Uma exposição prolongada ao sol, especialmente nas horas em que os UV têm maior intensidade, pode ter efeitos perigosos para a saúde. Saiba como se proteger.
30 Julho 2018, 15h54

Parece que o sol chegou para ficar. Segundo um estudo realizado no Reino Unido, cerca 30% da população britânica desconhece que a exposição solar pode ter efeitos nocivos nos olhos. Mais surpreendente foi a elevada percentagem (78%) daqueles que não se mostraram preocupados com os efeitos dos raios ultravioleta (UV) no tecido ocular. O Jornal Económico falou com Monteiro Grillo, o presidente da sociedade portuguesa de oftalmologia (SPO). De facto, uma exposição prolongada ao sol, especialmente nas horas em que os UV têm maior intensidade, pode ter efeitos perigosos para os nossos olhos.

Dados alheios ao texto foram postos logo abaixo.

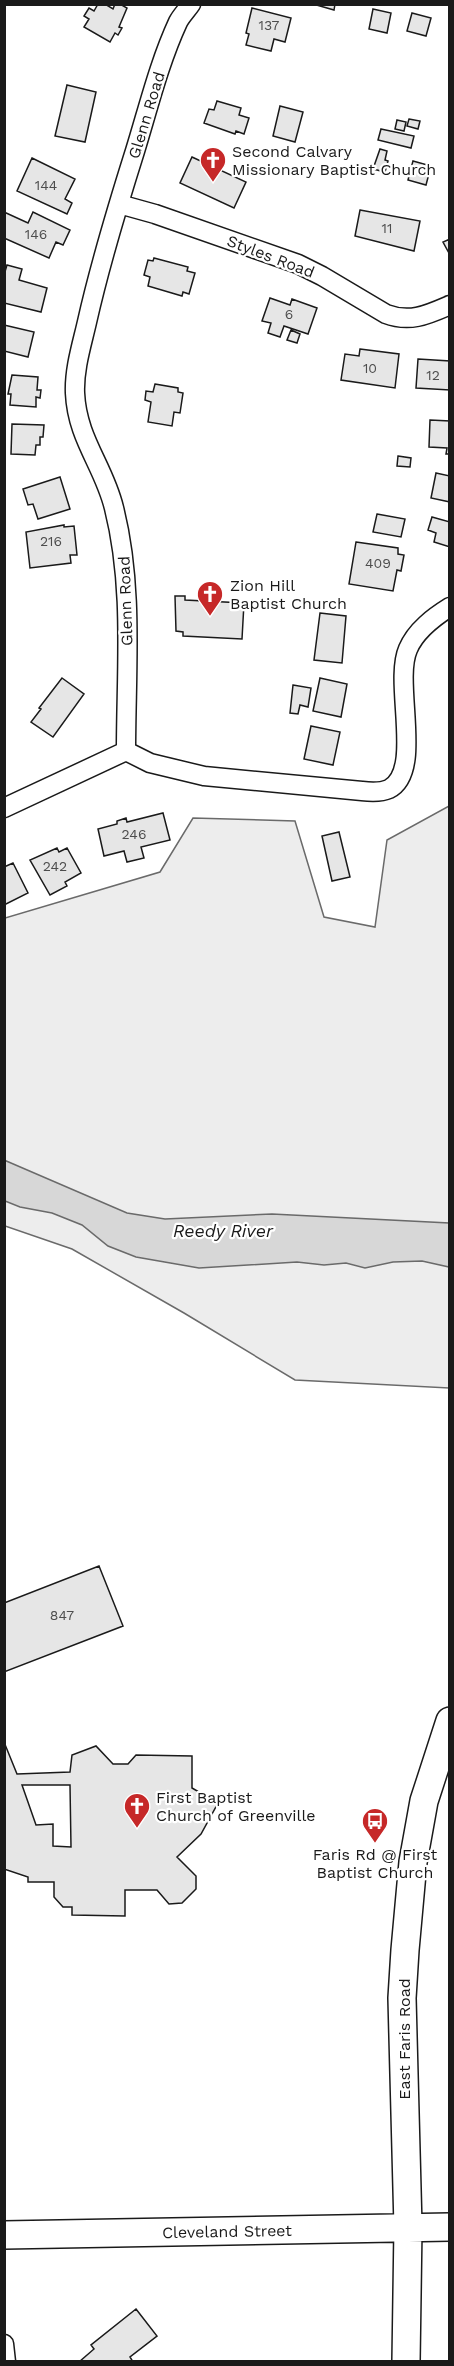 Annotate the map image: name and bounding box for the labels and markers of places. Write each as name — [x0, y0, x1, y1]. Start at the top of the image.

Desde logo, o presidente da SPO adverte que uma exposição prolongada aos raios UV pode ter efeitos nocivos nos os olhos  mas que só se revelam muito mais tarde. Neste caso, o exemplo paradigmático é o surgimento das cataratas já em fase mais avançada da vida.

No entanto, explica, que há que ter em conta as condições de vida de cada um, histórico familiar e a propensão de cada um para este tipo de lesões.

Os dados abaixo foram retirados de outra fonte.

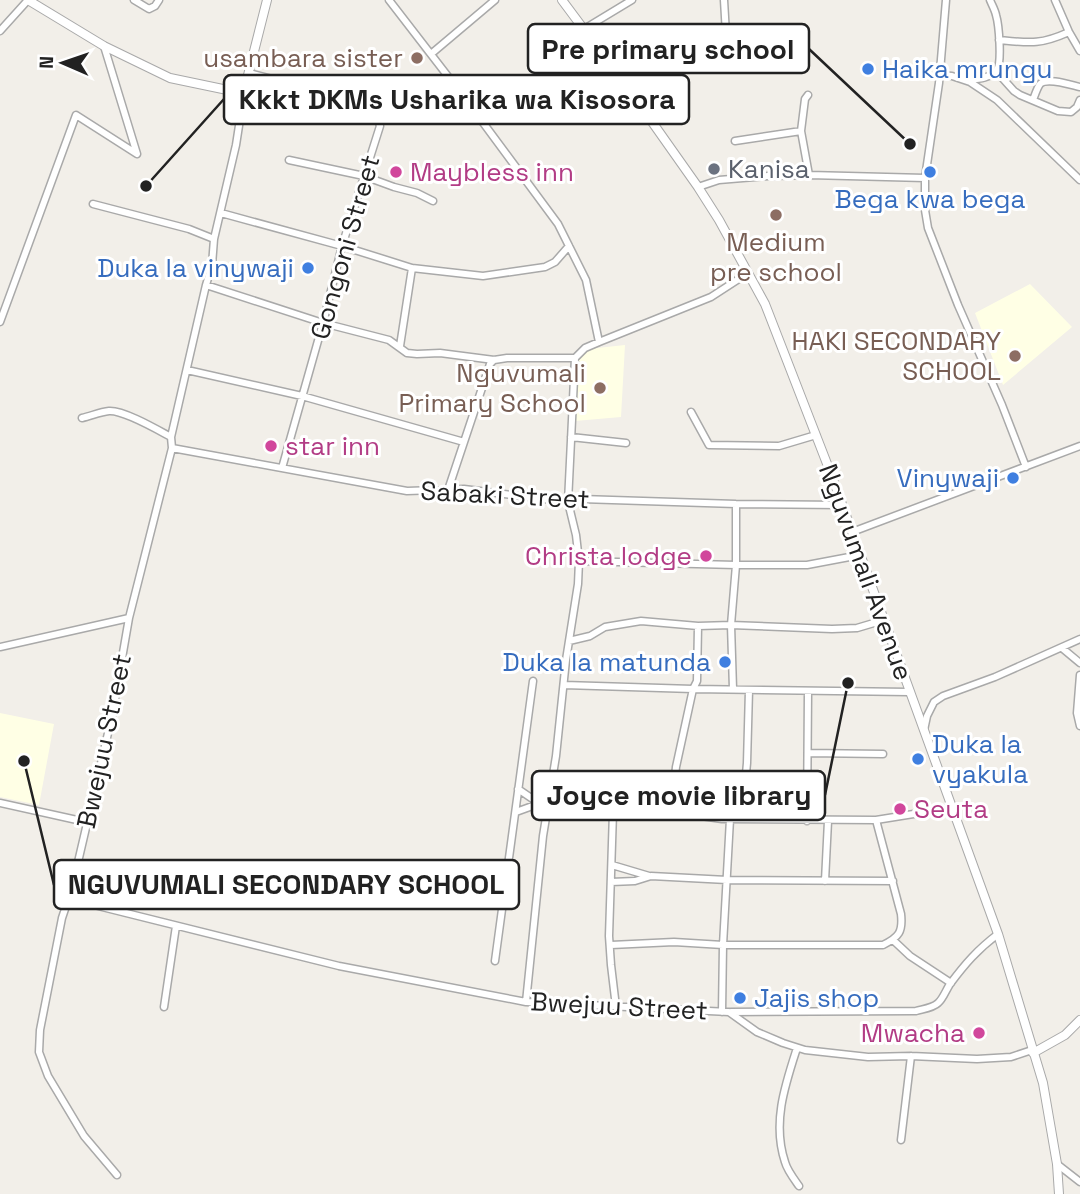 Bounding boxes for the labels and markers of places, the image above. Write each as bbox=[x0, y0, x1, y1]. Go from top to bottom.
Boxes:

Em Portugal, esclarece, a lesão mais frequente consiste no pterígio, muito comum entre os mais novos e os surfistas portugueses. Uma prolongada exposição solar pode ter um efeito cumulativo no desenvolvimento do pterígio, que consiste no espessamento do tecido da conjuntiva – o tecido que cobre a parta branca do olho – e que causa algum desconforto, uma vez que a córnea perde a sua transparência.

Além disso, muito tempo ao sol pode provocar fotoqueratite, uma queimadura na córnea provocada por raios UV de alta intensidade. São muito frequentes na montanha, a altas altitudes, mas isso não quer dizer que ao nível do mar (nas praias) isso não possa acontecer.

Os casos mais graves são os tumores oncólogicos que surgem nas pálpebras. Entre estes, o mais comum é o melanoma, com especial incidência entre os 40 e os 50 anos de idade. O tumor é apenas detectável com um exame oftalmológico que, regra geral, só é feito quando o paciente tem fortes queixas. O tratamento, além de ser muito difícil e, se o tumor incidir sobre a zona central do glóbulo ocular, pode resultar na perda de visão do paciente.

Proteja-se facilmente

Apesar de tudo, Monteiro Grillo deixa dicas simples e eficazes que permitem proteger-nos dos perigos dos UV. Em primeiro lugar, é de evitar a exposição ao sol durante as horas de alta intensidade dos UV, que geralmente ocorre entre o meio-dia e as quatro da tarde. Pode ainda usar chapéus de sol com abas, uma protecção muito eficaz, não só para os olhos como também para pele. Finalmente, utilize óculos com protecção aos UV – quando comprar óculos, certifique-se que eles têm uma etiqueta informativa com a indicação de protecção aos UV.

De acordo com o Instituto do Mar e da Atmosfera, os próximos dias serão de calor intenso com as temperaturas a chegarem aos 44 graus na quinta-feira em algumas localidades do país. Todos sabemos que uma longa exposição solar acarreta perigos para a pele, mas poucos sequer pensamos que os olhos também podem ser afectados. Proteja-se, é fácil.